◆ WHAT YOU ARE ASKED TO DO:
Across the entries below, how many lines contain the word "stream"? Give the number alone.
(Beginning of EXCERPTED RECORDS)
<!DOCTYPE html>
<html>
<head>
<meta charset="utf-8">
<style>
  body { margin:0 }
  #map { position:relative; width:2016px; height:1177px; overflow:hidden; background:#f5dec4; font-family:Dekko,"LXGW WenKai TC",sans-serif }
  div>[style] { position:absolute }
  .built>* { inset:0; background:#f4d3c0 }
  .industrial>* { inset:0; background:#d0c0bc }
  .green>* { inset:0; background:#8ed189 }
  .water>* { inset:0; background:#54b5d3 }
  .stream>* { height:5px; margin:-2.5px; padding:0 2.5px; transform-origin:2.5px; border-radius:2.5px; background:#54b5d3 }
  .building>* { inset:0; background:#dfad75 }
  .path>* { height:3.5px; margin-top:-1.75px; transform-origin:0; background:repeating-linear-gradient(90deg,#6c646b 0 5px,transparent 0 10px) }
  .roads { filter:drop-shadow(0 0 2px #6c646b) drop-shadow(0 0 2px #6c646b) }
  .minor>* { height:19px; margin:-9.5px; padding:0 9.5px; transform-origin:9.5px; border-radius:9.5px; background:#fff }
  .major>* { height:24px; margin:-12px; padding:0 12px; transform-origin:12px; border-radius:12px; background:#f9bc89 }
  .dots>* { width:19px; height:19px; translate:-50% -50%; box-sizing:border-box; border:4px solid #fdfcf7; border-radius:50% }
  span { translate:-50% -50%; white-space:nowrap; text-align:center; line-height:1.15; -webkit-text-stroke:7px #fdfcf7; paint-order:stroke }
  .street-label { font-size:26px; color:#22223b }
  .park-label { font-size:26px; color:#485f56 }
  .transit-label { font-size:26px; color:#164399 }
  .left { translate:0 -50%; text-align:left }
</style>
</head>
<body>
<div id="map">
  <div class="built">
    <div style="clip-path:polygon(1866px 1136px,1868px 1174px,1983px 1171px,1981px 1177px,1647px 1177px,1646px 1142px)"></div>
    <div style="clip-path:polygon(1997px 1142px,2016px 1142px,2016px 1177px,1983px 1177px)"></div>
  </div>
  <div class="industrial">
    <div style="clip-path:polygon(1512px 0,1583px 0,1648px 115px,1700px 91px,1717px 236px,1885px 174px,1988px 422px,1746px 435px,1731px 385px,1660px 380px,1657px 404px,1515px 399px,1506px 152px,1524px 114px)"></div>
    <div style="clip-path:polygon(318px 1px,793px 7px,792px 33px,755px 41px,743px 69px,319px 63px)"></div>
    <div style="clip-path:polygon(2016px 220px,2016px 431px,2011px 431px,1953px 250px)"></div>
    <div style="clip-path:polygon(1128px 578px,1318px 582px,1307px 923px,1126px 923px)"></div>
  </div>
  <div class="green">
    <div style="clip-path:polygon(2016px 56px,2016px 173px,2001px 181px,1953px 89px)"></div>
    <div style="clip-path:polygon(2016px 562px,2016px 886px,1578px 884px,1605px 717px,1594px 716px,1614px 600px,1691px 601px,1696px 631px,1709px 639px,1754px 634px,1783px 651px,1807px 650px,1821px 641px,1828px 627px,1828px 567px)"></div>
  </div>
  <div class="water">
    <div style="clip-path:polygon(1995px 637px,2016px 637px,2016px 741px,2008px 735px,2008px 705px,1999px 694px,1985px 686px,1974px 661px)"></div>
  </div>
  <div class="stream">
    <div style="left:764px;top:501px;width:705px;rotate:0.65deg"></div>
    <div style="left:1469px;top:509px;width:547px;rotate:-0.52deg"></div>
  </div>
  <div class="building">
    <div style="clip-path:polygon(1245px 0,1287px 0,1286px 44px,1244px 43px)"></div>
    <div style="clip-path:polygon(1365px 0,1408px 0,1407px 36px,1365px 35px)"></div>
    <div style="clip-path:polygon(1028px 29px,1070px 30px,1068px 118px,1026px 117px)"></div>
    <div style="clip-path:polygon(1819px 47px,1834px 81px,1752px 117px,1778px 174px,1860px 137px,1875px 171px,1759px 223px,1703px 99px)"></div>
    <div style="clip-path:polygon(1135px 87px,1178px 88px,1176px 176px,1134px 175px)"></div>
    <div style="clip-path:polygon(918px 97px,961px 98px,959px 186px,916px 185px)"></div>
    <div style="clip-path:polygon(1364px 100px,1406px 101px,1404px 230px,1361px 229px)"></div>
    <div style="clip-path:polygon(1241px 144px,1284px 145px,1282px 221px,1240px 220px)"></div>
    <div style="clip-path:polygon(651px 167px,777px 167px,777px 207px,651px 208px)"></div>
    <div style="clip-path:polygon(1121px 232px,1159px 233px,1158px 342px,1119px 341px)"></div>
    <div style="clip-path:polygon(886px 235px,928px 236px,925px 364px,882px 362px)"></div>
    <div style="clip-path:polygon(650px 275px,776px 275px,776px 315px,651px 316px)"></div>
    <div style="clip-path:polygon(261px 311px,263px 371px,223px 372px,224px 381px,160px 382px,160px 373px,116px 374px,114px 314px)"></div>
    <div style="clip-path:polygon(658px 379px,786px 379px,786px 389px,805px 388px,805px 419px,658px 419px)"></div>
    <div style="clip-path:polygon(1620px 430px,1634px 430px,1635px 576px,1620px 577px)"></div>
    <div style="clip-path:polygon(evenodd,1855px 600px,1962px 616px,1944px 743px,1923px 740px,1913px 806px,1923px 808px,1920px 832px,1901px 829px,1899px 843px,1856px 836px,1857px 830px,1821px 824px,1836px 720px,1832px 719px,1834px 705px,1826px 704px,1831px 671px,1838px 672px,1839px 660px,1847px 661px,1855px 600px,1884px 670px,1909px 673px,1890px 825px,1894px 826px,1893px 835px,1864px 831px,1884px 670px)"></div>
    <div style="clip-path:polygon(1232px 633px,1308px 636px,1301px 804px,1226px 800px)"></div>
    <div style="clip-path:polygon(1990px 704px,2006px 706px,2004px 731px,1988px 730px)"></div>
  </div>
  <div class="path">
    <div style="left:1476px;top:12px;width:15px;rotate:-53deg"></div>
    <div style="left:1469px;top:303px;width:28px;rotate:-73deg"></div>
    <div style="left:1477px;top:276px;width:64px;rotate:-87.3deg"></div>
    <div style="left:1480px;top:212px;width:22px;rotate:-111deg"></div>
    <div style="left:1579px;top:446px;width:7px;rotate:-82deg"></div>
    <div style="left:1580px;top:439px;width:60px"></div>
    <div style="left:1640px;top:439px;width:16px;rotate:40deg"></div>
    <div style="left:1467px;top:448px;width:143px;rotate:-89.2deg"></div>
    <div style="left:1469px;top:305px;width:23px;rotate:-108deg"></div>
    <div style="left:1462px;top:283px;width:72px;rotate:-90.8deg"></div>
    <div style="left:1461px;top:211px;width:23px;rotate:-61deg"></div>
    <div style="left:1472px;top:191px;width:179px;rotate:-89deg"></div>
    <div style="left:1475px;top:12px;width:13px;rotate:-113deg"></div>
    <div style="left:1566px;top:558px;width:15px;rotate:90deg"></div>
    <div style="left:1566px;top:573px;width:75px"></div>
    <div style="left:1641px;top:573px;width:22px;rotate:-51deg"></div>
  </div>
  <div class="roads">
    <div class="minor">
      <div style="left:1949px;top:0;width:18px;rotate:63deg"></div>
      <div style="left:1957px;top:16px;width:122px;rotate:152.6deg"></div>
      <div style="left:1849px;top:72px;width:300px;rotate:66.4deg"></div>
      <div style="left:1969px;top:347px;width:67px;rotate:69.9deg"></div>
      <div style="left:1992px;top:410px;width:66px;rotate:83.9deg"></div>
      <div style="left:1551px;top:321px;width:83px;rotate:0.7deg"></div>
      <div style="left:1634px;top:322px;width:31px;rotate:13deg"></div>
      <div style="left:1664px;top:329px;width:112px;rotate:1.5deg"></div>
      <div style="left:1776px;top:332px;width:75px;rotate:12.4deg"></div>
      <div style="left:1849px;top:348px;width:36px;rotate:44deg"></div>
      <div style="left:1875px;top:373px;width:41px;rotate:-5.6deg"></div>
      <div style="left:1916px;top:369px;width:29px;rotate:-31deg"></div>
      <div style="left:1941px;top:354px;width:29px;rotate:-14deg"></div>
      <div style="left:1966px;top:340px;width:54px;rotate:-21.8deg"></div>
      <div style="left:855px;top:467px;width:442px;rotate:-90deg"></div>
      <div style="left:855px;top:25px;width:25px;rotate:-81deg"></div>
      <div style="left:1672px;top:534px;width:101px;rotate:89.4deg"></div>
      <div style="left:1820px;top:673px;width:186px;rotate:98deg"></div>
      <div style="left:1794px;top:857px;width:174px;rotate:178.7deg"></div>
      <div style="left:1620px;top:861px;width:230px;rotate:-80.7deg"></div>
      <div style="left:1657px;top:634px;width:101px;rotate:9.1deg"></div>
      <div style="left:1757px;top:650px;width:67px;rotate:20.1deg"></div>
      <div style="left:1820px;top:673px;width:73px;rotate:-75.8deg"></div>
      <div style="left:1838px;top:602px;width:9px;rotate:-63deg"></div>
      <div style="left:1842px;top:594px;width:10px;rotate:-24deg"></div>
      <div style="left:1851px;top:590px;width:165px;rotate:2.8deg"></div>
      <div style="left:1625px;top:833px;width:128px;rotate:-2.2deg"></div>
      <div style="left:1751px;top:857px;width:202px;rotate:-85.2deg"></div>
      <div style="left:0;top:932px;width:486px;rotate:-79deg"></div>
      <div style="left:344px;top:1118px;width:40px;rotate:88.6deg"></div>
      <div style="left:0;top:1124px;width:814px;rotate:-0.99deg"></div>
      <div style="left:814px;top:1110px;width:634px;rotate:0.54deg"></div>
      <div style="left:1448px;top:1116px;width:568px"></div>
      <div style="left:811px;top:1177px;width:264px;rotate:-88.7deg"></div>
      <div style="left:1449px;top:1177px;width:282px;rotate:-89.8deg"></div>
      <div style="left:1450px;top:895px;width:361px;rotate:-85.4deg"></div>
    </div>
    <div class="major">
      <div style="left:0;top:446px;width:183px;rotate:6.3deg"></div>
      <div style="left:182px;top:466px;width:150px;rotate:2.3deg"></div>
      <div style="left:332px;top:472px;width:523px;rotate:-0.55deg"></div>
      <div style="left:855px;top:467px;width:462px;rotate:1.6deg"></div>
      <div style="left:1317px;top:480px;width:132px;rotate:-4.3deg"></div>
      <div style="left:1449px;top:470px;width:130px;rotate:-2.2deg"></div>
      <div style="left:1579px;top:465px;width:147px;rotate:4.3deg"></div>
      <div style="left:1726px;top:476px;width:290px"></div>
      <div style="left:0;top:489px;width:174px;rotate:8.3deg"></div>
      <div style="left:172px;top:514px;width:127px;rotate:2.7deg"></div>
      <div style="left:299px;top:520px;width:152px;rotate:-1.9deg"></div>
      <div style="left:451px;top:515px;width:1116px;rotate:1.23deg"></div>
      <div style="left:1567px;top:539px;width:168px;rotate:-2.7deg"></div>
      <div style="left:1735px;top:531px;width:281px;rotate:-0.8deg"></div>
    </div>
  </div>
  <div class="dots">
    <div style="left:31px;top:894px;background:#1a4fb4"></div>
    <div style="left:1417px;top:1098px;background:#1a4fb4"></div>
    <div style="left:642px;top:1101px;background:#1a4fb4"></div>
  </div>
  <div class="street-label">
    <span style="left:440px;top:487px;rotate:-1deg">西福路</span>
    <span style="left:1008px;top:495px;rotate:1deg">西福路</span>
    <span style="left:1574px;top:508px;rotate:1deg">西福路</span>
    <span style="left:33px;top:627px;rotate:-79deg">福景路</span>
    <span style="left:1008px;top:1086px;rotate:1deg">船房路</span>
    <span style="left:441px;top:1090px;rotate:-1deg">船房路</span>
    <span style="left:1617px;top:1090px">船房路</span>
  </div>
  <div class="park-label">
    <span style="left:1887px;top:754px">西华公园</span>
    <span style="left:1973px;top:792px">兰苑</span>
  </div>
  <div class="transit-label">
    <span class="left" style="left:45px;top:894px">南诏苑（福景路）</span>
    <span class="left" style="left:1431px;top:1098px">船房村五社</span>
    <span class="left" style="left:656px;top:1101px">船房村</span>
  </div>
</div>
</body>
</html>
(End of EXCERPTED RECORDS)
◆ WRITTEN ANSWER:
2